The ten most significant naval news stories / trends / themes this year included:

  • The creation of Chinese “islands” as air and naval bases in the South China Sea. Will the rest of the world tolerate the presence of these new sand castles or will the Chinese be forced to let them wash away?

  • The confusing US Navy Freedom of Navigation Exercises in the South China Sea. What exactly was the message the US was trying to send and why did it take so long?

  • The modification of Japan’s constitution to allow more flexibility in the operation of its Self-Defense Forces. Will we now begin to see the Japanese regularly operating in the South China Sea?

  • The growing arms race in the South China Sea to serve as a counterbalance to Chinese moves there. Can these countries be brought together in an operational alliance against China or is this an impossible geopolitical task?

  • Increasingly aggressive operations by the Iranian Navy in the Persian Gulf in terms of convoy escort and harassing merchant ships.
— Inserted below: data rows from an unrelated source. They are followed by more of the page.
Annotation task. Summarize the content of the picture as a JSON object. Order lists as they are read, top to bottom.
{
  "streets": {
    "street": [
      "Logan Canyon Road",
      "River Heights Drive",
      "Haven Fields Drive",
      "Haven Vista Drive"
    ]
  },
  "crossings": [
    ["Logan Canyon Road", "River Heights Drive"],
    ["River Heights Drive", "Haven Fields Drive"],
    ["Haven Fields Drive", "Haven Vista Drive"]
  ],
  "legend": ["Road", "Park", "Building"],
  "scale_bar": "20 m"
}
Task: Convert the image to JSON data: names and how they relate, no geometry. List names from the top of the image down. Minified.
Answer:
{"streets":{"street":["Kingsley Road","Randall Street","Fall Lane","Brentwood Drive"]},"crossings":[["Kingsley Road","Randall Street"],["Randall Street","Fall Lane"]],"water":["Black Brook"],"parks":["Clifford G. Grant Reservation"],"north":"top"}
Will the US Navy be able to continue to counter them given its ever decreasing fleet size and increasing operational commitments elsewhere?
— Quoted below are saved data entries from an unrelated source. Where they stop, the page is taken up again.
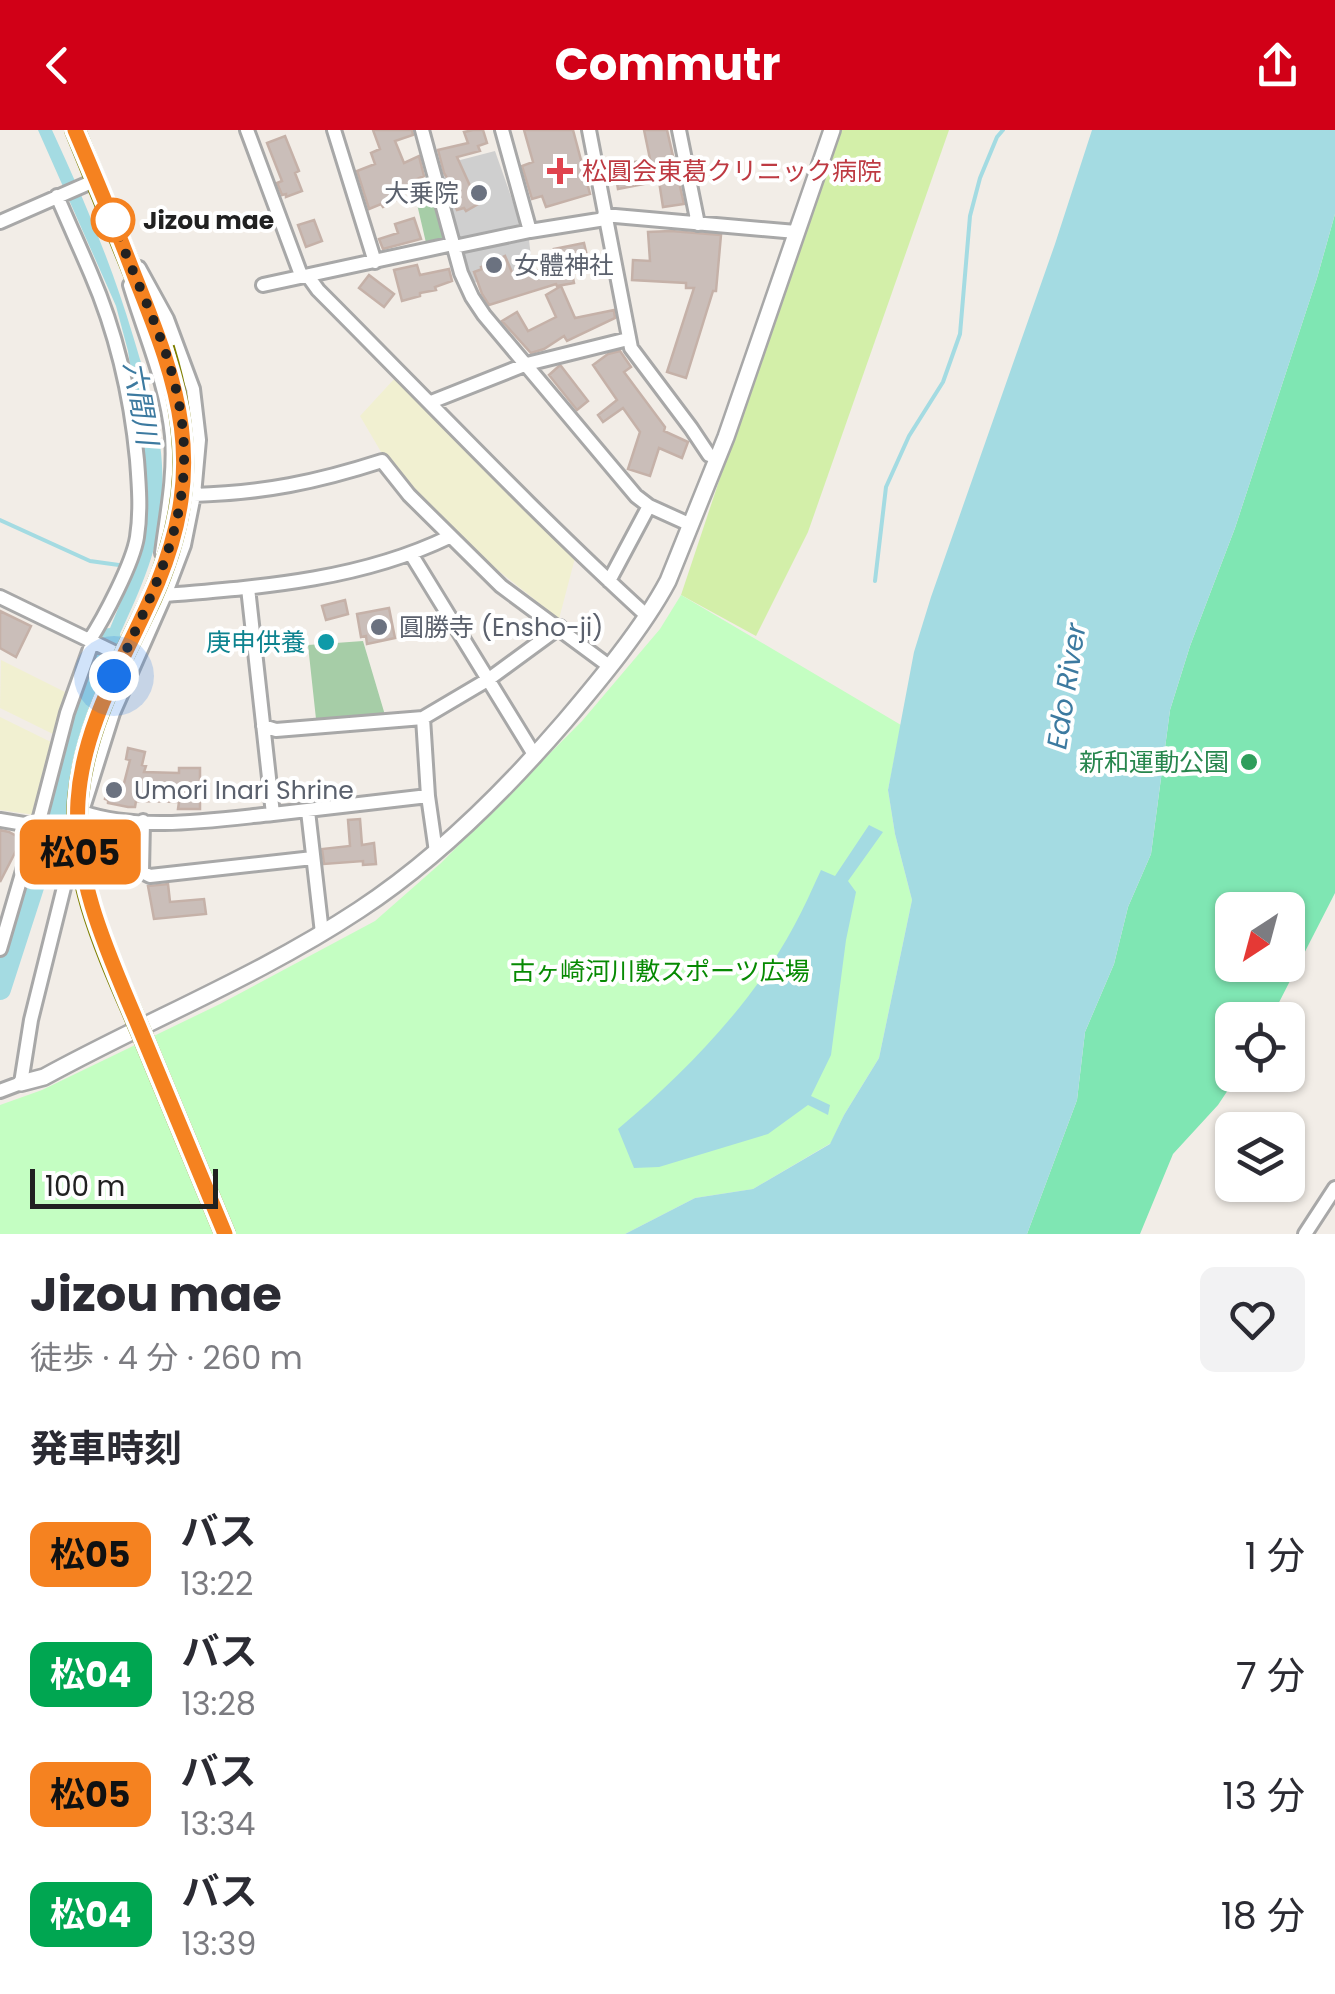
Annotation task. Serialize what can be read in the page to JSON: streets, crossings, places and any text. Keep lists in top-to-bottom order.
{
  "water": ["六間川", "Edo River"],
  "parks": ["古ヶ崎河川敷スポーツ広場"],
  "places": {
    "health": ["松圓会東葛クリニック病院"],
    "other": [
      "大乗院",
      "Jizou mae",
      "女體神社",
      "圓勝寺 (Ensho-ji)",
      "庚申供養",
      "新和運動公園",
      "Umori Inari Shrine"
    ]
  },
  "lines": ["bus line 松05"],
  "scale_bar": "100 m",
  "north": "bottom left",
  "page": {
    "header": "Commutr",
    "on_map": "松05",
    "scale": "100 m",
    "heading": [
      ["Jizou mae", "徒歩 · 4 分 · 260 m"],
      "発車時刻"
    ],
    "list": [
      {
        "mark": "松05",
        "name": "バス",
        "note": "13:22",
        "value": "1 分"
      },
      {
        "mark": "松04",
        "name": "バス",
        "note": "13:28",
        "value": "7 分"
      },
      {
        "mark": "松05",
        "name": "バス",
        "note": "13:34",
        "value": "13 分"
      },
      {
        "mark": "松04",
        "name": "バス",
        "note": "13:39",
        "value": "18 分"
      }
    ]
  }
}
  • The continuation of the Russian Navy’s increased worldwide operational tempo highlighted by the Office of Naval Intelligence’s report. Can this be sustained over time or will the Russian Navy be pushed beyond its operational breaking point?

  • The evidence of Russia’s continued concern over the US ballistic missile defense program – the positioning of Russian cruise missile-armed submarines on deterrent patrols off the US coast to conduct decapitation strikes against the US National Command Authority and the development of a new submarine with a nuclear-armed torpedo to destroy port cities. What other new tactics, techniques and procedures will result from this concern?

  • The realization by the US Navy that it has shrunk so small it must arm all of its ships with over the horizon anti-ship missiles under the “Distributed Lethality” concept. Can the US Navy quickly acquire such weapons, or will this be another decades-long procurement morass?

  • The US Marine Corps declaration of Initial Operating Capability for the F-35B fighter, marking the F-35’s finally coming of age. Or has it? When will the F-35 finally acquire enough software capability to allow it to be truly useful in combat?

  • The US Navy’s continued reluctance to push ahead rapidly with acquiring and integrating Unmanned Aerial Vehicles into its carrier air wings, thus depriving them of the long-range aircraft they would need in a conflict with China. How long with the US Navy keep its head in the sand in regards to the future of naval aviation?